Implemented with Python's asyncio and aiohttp libraries:
- Concurrent API calls with intelligent retry mechanisms
- Configurable timeout handling and backoff strategies
- Fault-tolerant design with graceful degradation when services are unavailable
The FastContentExtractor system combines multiple extraction strategies:
- BeautifulSoup-based DOM analysis with site-specific selectors
- Trafilatura content extraction for structured content
- Readability algorithm implementation for article text
- Fallback mechanisms for handling diverse web content formats
- Metadata extraction and entity recognition
Integrates multiple information retrieval services:
- Google Search API for general web content
- Google News API for current events
- AskNews API for specialized news retrieval
- Perplexity API for research synthesis
Specialized forecast generation based on question type:
- Binary questions: probabilities as percentages (0-100%)
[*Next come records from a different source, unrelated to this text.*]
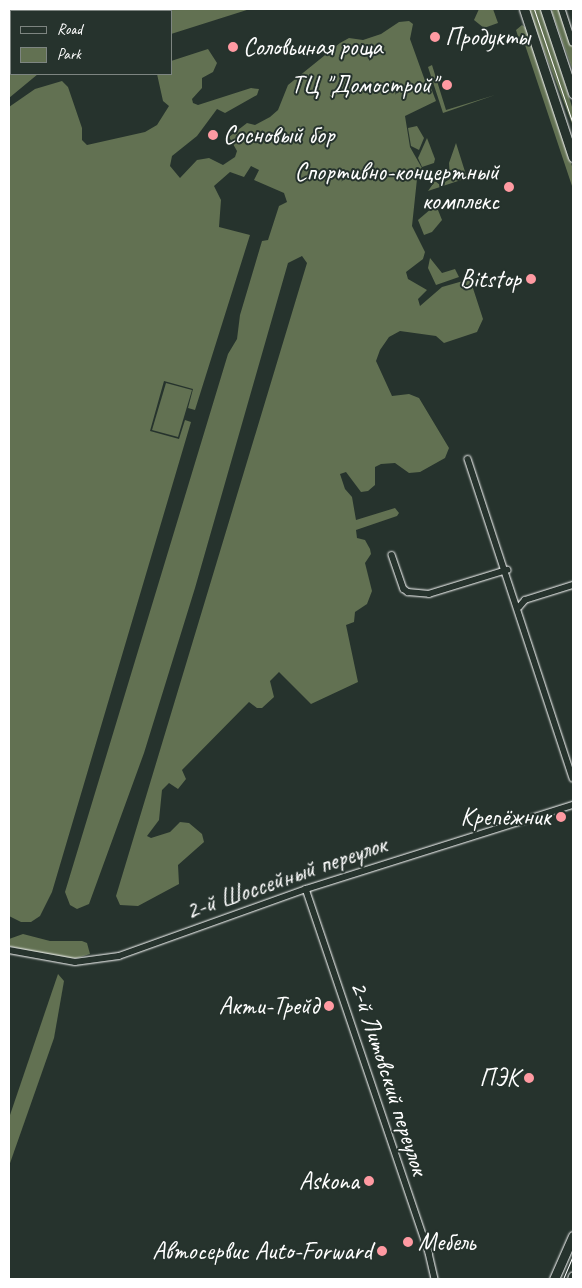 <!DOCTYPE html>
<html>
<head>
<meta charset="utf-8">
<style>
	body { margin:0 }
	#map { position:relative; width:582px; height:1288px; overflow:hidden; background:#26332d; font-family:Caveat,sans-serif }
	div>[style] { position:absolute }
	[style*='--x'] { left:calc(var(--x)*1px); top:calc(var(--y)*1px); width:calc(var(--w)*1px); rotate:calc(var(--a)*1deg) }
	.green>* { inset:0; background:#627152 }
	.roads { filter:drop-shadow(0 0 1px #fff) drop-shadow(0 0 1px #fff) }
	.street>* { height:5.5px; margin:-2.75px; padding:0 2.75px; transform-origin:2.75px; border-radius:2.75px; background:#26332d }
	.primary>* { height:9px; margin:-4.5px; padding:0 4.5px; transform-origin:4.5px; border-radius:4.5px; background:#26332d }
	.tram>* { height:1px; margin:-0.5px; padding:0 0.5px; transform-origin:0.5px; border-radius:0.5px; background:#fff }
	.dots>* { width:14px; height:14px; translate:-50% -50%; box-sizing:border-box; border:2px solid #26332d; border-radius:50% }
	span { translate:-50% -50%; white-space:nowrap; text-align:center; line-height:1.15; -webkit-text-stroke:4px #26332d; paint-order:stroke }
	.poi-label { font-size:25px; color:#fff }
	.left { translate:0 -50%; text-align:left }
	.right { translate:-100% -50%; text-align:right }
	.street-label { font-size:25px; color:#fff }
	.frame { position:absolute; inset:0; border:10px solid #fff; pointer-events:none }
	.legend { position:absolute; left:10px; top:10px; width:162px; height:65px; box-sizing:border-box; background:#26332d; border:1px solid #7d8581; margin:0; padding:6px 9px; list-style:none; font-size:15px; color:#fff }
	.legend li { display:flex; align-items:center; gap:10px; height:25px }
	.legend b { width:25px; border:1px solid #7d8581 }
</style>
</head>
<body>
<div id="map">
	<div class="green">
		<div style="clip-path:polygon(9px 9px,250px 9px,171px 34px,171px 11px,11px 11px,11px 74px,38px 74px,9px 98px)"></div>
		<div style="clip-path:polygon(479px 9px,493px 9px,498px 23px,484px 28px,474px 20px)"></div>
		<div style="clip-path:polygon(528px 9px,542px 9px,573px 110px,573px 126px)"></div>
		<div style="clip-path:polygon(560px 9px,573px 46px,573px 71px,552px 12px,553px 9px)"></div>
		<div style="clip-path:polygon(409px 21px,413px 24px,410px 39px,428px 89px,431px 88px,436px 101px,405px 116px,410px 147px,423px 170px,417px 179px,412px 226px,425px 252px,423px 259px,406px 272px,408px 279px,427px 290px,418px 299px,420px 306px,442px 287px,470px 279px,483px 319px,477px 332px,444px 343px,436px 336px,400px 331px,389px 337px,380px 350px,376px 361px,392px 396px,409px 394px,419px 398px,449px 448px,445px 458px,420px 472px,409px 473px,395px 463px,381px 464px,375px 467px,375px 485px,368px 491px,361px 492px,346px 472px,340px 474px,345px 489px,352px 497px,356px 520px,395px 508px,399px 513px,397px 516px,356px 530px,357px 538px,365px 540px,370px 549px,371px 554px,365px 563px,372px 591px,367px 604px,355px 612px,354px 622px,346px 625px,358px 682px,311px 704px,279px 672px,270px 681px,274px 697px,262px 708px,257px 708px,249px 702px,182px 770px,186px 779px,178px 789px,169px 783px,162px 790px,159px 820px,147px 836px,151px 838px,170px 832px,180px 822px,189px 823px,202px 834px,204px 842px,178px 865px,179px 884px,138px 906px,120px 905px,116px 896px,307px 263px,302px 256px,288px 263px,195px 588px,144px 753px,89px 904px,77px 909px,70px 905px,65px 892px,228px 354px,237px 339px,240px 315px,262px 241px,268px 240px,279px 206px,287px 202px,284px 193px,254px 180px,259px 170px,251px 166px,244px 177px,230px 172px,214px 186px,221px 200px,219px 227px,250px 235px,195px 410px,188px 408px,193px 389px,164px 381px,150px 431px,179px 439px,185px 420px,191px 422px,52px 892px,40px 916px,31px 922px,21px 922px,9px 916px,9px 107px,35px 89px,62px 81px,68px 87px,82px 128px,82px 140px,87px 145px,145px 132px,157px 125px,169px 106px,163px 101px,157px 74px,171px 74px,171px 61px,208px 49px,217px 63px,213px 72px,202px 78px,202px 88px,192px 99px,193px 103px,198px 105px,251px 88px,259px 89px,257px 95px,225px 113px,217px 109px,197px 136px,172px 156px,170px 166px,180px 178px,197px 160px,209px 158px,223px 165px,235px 157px,237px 151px,229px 137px,247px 123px,255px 125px,270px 117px,278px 110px,288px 85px,340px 43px,349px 38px,363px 40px,381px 34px,399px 22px)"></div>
		<div style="clip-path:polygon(522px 25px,526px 28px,573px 169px,573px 189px,524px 42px,520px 43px,516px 30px)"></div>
		<div style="clip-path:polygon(432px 65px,446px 110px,495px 95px,443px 113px,428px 67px)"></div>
		<div style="clip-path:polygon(417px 126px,424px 138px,419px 150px,411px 146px,408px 128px)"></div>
		<div style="clip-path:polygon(427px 138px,435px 159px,434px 163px,422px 167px,418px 158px)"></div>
		<div style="clip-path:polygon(456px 143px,467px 178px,428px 191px,435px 181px,440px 185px,450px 179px,449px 163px)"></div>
		<div style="clip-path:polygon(432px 208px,438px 210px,442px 220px,432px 232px,424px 235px,418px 220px)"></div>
		<div style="clip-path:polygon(430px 258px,442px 273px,455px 269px,459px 277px,436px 285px,428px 268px)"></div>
		<div style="clip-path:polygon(166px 383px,192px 390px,178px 437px,152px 430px)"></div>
		<div style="clip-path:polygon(23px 934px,50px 941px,82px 941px,87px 943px,90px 954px,77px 958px,56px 958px,9px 946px,9px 939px)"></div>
		<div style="clip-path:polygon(58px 974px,64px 981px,54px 1038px,9px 1166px,9px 1118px)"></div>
	</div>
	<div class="roads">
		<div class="street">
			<div style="--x:562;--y:9;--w:35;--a:72"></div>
			<div style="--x:468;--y:459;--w:336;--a:71.8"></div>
			<div style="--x:392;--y:555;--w:36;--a:71"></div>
			<div style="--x:404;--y:589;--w:5;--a:37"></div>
			<div style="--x:408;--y:592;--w:21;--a:5"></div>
			<div style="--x:429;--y:594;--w:82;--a:-17.1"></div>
			<div style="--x:519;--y:607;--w:9;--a:-49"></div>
			<div style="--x:525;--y:600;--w:50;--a:-17.4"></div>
			<div style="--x:306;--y:889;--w:384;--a:71.3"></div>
			<div style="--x:429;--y:1253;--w:27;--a:77"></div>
			<div style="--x:9;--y:950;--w:67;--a:10.3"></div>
			<div style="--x:75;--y:962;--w:44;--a:-7.8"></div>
			<div style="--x:119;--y:956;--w:199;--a:-19.7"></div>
			<div style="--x:306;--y:889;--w:280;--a:-17.5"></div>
		</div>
		<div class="primary">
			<div style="--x:524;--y:9;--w:156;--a:71.7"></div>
			<div style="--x:545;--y:9;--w:89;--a:71.6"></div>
			<div style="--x:554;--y:1279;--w:47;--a:-66.2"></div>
			<div style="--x:572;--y:1279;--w:3;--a:-72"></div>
		</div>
	</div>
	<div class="tram">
		<div style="--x:534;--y:9;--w:121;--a:71.3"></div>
		<div style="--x:563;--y:1279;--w:26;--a:-67"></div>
	</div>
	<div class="dots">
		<div style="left:435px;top:37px;background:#ff9aa2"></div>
		<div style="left:233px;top:47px;background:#ff9aa2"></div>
		<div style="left:447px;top:85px;background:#ff9aa2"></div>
		<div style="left:213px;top:135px;background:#ff9aa2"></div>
		<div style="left:509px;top:187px;background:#ff9aa2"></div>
		<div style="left:531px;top:279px;background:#ff9aa2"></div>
		<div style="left:561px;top:817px;background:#ff9aa2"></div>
		<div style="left:329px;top:1006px;background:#ff9aa2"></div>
		<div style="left:529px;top:1078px;background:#ff9aa2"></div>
		<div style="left:369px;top:1181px;background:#ff9aa2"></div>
		<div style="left:408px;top:1242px;background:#ff9aa2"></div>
		<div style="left:382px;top:1251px;background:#ff9aa2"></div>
	</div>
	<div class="poi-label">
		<span class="left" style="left:445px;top:37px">Продукты</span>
		<span class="left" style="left:243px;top:47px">Соловьиная роща</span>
		<span class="right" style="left:437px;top:85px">ТЦ "Домострой"</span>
		<span class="left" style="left:223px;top:135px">Сосновый бор</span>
		<span class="right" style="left:499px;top:187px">Спортивно-концертный<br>комплекс</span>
		<span class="right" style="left:521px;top:279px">Bitstop</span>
		<span class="right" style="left:551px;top:817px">Крепёжник</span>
		<span class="right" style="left:319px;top:1006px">Акти-Трейд</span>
		<span class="right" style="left:519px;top:1078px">ПЭК</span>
		<span class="right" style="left:359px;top:1181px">Askona</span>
		<span class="left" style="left:418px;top:1242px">Мебель</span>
		<span class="right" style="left:372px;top:1251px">Автосервис Auto-Forward</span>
	</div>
	<div class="street-label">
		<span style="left:286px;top:878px;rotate:-19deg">2-й Шоссейный переулок</span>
		<span style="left:389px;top:1078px;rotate:72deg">2-й Литовский переулок</span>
	</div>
	<div class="frame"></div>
	<ul class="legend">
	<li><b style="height:6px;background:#26332d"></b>Road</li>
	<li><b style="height:14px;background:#627152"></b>Park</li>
	</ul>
</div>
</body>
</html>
- Multiple-choice questions: probability distributions across options
- Numeric questions: 201-point CDF extrapolated from predicted percentile values
- Statistical calibration using historical performance data
Comprehensive evaluation system:
- Normalized peer scoring with simulated forecaster populations
- Monte Carlo simulation of good/bad forecaster behaviors
- Performance comparison against Metaculus community predictions
- Visualization of prediction distributions and calibration
- Python 3.9+
- API keys for:
- OpenAI (GPT)
- Anthropic (Claude)
- Google Serper
- Perplexity
- AskNews
- Bright Data (optional)
# Clone repository
git clone https://github.com/yourusername/metaculus-forecasting-bot.git
cd metaculus-forecasting-bot
# Install dependencies
pip install -r requirements.txt
# Configure environment variables
cp .env.example .env
# Edit .env with your API keys# Run a benchmark test
python benchmark.py
# Generate forecasts for specific questions
python forecaster.py --question_id 12345- Integration of structured numerical data sources (e.g., economic indicators, polls)
- UI for forecast exploration and explanation
- Customizable forecasting strategies based on question domain
- Fine-tuning of smaller LLMs on curated forecasting dataset
This project is licensed under the GNU Affero General Public License v3.0 (AGPLv3).
You may use, modify, and distribute this code under the terms of the license, provided that:
- Any derivative works are also licensed under AGPLv3
- If used as part of a hosted service (e.g., deployed forecasting interface), source code must be made available
- Proper attribution is maintained, including citation in research papers or public reports
For the full license text, see LICENSE.